Longsoran ini mungkin disebabkan karena tanah tererosi oleh air

sehingga tidak mampu menahan beban rumah-rumah yang berada

diatasnya. Selain itu slope atau kelerengan lokasi yang cukup curam yaitu

25% menjadikan potensi terjadinya longsoran semakin besar. Penyebab

lain yang dapat menyebabkan longsoran ini adalah struktur geologi

daerah tersebut, dari pengamatan ditemuakan batuan yang mengandung

fosil-fosil kerang seperti yang tampak pada gambar 4.4 sehingga dapat

dianalisis bahwa daerah ini dulunya merupakan laut yang mengalami

pengangkatan sehingga struktur tanahnya mempunyai perlapisan seperti

yang tampak pada gambar 4.5. Batuan ini mungkin tersingkap akibat

longsoran. Getaran juga dapat memicu longsoran, lokasi longsoran ini

berada di pinggir jalan sehingga longsoran ini juga dapat dipengaruhi oleh

getaran dari arus lalulintas yang berada diatasnya. Litologinya yang

berupa batulempung, pasir, dan soil hasil pelapukan juga menjadi faktor

pemicu longsoran, karena lempung, pasir dan soil tidak resisten terhadap

erosi air dan mudah tertransport.

Gbr. 4.4. Fragmen batuan yang mengandung fosil (Kamera menghadap N

25 E Vertikal/kebawah)

Gbr. 4.5. Struktur perlapisan di sekitar lokasi (kamera menghadap N 320

E)

Sehingga pemanfaatan lahannya tidak cocok untuk dijadikan

kawasan perumahan atau pemukiman mengingat tanahnya yang labil.

Lahan ini lebih cocok untuk dijadikan lahan pertanian atau perkebunan

dengan membuat teras-teras guna mencegah longsoran dan adanya

vegetasi juga akan memperkuat struktur tanah disekitar lokasi.

5.5 Stop Site 5 (Kali Garang, Daerah patemon)

Stop site kelima adalah di Kali Garang, daerah Patemon, yang

terletak pada stasiun pengamatan kelima (SP V). Sebenarnya stop site 5

ini hampir sama dengan stop site II baik dari bentuk lahan dan litologinya.

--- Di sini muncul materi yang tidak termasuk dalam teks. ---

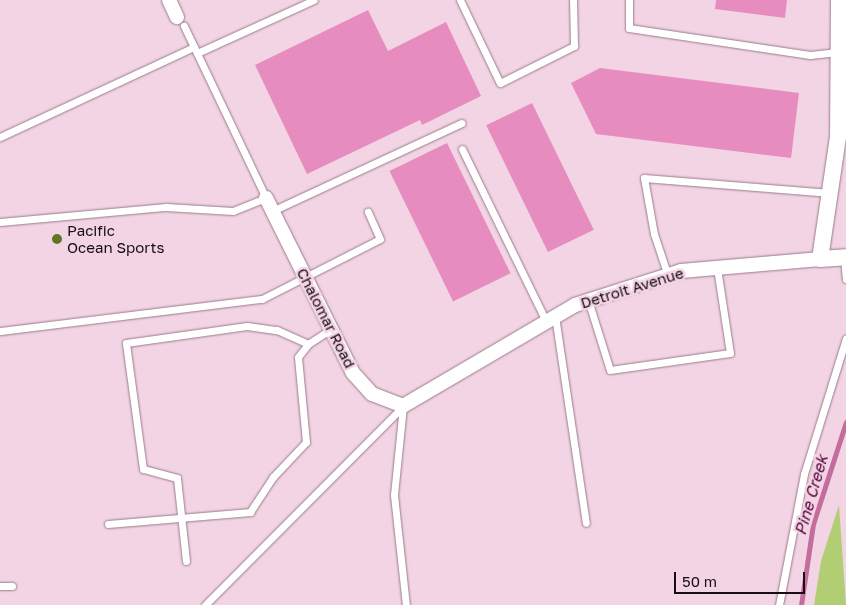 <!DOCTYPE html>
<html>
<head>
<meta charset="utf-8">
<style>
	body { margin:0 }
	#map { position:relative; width:846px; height:605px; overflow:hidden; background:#f3d4e4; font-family:"Golos Text",sans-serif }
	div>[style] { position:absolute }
	.green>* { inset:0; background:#b2ce75 }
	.stream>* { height:5px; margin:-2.5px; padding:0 2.5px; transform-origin:2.5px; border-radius:2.5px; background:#c36d9e }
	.building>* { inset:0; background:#e68cbf; transform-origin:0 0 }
	.roads { filter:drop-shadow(0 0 1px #997c8b) drop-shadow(0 0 1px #997c8b) }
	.service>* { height:7px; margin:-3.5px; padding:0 3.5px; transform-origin:3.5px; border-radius:3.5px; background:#fff }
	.minor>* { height:14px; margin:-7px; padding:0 7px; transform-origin:7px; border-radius:7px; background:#fff }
	.tertiary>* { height:16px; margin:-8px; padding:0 8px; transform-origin:8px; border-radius:8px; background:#fff }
	.dots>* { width:14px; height:14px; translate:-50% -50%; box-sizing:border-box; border:2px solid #f3d4e4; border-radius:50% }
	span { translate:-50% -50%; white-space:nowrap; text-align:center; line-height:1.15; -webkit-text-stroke:5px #f3d4e4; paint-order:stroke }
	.poi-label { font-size:15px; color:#170d13 }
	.left { translate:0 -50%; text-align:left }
	.street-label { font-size:15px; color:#170d13 }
	.water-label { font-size:16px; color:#55033b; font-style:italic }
	.scale { position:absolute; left:674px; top:572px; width:131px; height:22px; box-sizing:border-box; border:2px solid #170d13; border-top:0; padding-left:6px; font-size:15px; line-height:18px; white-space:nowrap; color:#170d13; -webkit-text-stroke:4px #f3d4e4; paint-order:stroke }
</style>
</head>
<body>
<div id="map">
	<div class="green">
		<i style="clip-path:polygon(839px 505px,846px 605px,814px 605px,821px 561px)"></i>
	</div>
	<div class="stream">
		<i style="left:801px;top:605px;width:82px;rotate:-81.6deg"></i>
		<i style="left:813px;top:524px;width:107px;rotate:-72.1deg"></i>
	</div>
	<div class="building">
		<i style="clip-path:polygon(716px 0,787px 0,785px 18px,715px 9px)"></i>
		<i style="clip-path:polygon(368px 10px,388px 51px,446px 22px,481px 96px,422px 125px,420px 120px,307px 174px,255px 65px)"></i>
		<i style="clip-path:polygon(600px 68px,799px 93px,791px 158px,596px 134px,571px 83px)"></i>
		<i style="left:532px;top:103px;width:141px;height:51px;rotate:64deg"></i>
		<i style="left:447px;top:143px;width:145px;height:64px;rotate:64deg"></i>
	</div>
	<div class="roads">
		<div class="service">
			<i style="left:460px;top:0;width:92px;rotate:64.3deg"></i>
			<i style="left:500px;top:83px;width:83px;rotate:-26.6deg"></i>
			<i style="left:574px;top:46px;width:46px;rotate:-91.2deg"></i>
			<i style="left:629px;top:0;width:28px;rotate:90deg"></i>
			<i style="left:629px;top:28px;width:183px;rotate:8.5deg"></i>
			<i style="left:810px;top:55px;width:28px;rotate:-6deg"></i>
			<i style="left:197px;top:53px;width:128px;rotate:-24.4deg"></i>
			<i style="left:0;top:137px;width:214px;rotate:-24.9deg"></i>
			<i style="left:462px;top:149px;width:191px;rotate:64deg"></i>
			<i style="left:272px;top:211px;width:209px;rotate:-24.9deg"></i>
			<i style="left:0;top:222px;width:167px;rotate:-5.2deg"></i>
			<i style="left:166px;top:207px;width:67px;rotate:3.4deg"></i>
			<i style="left:233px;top:211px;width:35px;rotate:-22deg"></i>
			<i style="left:266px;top:198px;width:191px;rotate:-115.5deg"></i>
			<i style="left:844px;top:257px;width:22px;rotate:85deg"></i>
			<i style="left:668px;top:276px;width:44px;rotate:-108.4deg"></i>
			<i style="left:654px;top:234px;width:57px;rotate:-100.1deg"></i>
			<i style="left:644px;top:178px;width:187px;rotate:4.6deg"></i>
			<i style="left:588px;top:300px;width:73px;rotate:72.6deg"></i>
			<i style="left:610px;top:370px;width:121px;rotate:-8.1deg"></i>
			<i style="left:730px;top:353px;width:86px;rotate:-98.7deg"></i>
			<i style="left:555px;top:316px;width:209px;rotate:81.5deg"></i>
			<i style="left:0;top:331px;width:264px;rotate:-7deg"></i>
			<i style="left:262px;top:299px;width:132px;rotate:-27deg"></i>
			<i style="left:380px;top:239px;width:30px;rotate:-114deg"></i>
			<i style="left:403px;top:406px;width:89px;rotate:95.8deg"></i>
			<i style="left:394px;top:495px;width:111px;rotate:83.8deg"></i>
			<i style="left:108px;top:524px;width:143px;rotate:-4.8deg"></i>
			<i style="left:250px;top:512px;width:42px;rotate:-56.7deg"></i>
			<i style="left:273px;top:477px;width:48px;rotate:-46.7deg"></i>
			<i style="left:306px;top:442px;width:85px;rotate:-95.4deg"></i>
			<i style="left:298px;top:357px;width:16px;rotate:-52deg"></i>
			<i style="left:308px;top:344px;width:27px;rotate:-33deg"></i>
			<i style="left:186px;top:561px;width:83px;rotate:-96.2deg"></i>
			<i style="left:177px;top:478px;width:35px;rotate:-165deg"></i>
			<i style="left:143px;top:469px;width:127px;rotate:-97.7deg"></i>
			<i style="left:126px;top:343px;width:122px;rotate:-8deg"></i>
			<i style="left:247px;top:326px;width:30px;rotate:8deg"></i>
			<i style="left:277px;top:330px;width:34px;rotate:24deg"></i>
			<i style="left:0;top:586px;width:12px"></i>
			<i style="left:205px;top:605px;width:281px;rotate:-45.1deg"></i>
			<i style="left:779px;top:605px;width:133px;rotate:-79.2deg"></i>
			<i style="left:804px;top:474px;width:142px;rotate:-72.8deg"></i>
		</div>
		<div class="minor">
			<i style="left:169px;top:0;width:19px;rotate:65deg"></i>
			<i style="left:266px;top:198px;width:195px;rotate:63.6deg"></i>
			<i style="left:353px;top:373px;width:28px;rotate:48deg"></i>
			<i style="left:372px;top:394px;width:33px;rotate:21deg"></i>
			<i style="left:403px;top:406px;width:199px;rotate:-30.4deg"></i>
			<i style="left:575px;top:305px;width:111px;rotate:-17.8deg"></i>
			<i style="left:681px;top:271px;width:140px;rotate:-4.9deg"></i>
		</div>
		<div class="tertiary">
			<i style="left:839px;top:0;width:137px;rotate:90.4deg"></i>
			<i style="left:838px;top:137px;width:123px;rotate:98.4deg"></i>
			<i style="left:820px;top:259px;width:26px;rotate:-4deg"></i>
		</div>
	</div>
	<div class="dots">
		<i style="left:57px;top:239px;background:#607627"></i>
	</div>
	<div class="poi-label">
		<span class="left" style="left:67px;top:239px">Pacific<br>Ocean Sports</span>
	</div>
	<div class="street-label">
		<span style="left:632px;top:288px;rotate:-17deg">Detroit Avenue</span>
		<span style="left:326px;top:318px;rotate:63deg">Chalomar Road</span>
	</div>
	<div class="water-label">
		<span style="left:811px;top:495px;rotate:-74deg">Pine Creek</span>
	</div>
	<div class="scale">50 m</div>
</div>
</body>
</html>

Yang membedakan adalah ukuran butir di daerah patemon lebih kasar

daripada daerah tinjomoyo karena jarak transportasi material relative lebih

dekat. Berdasarkan pengamatan pada peta topografi, daerah ini termasuk

ke dalam satuan dataran bergelombang miring alluvial sungai. Litologinya

berupa batupasir dan breksi. Perkiraan tataguna lahan pada daerah ini

yaitu sebagai areal pemukiman, irigasi, penambangan pasir, dan

pertanian.

Setelah melakukan pengamatan secara langsung di lokasi

pengamatan, kami memperoleh perhitungan persen lereng dengan

menggunakan kompas geologi sebesar 72% dengan sudut lereng sebesar

12 °sehingga daerah ini termasuk ke dalam satuan perbukitan terjal

alluvial sungai. Orientasi arah pada lokasi didapatkan dari Gunung Guwo

Gede di sebelah barat laut dengan ketinggian 117 meter yaitu sebesar S

347° E dan dari Gunung Kelir di sebelah barat daya dengan ketinggian

203 meter yaitu sebesar S 5° E.

Gambar 9. Kali Garang ( Kamera Menghadap Selatan )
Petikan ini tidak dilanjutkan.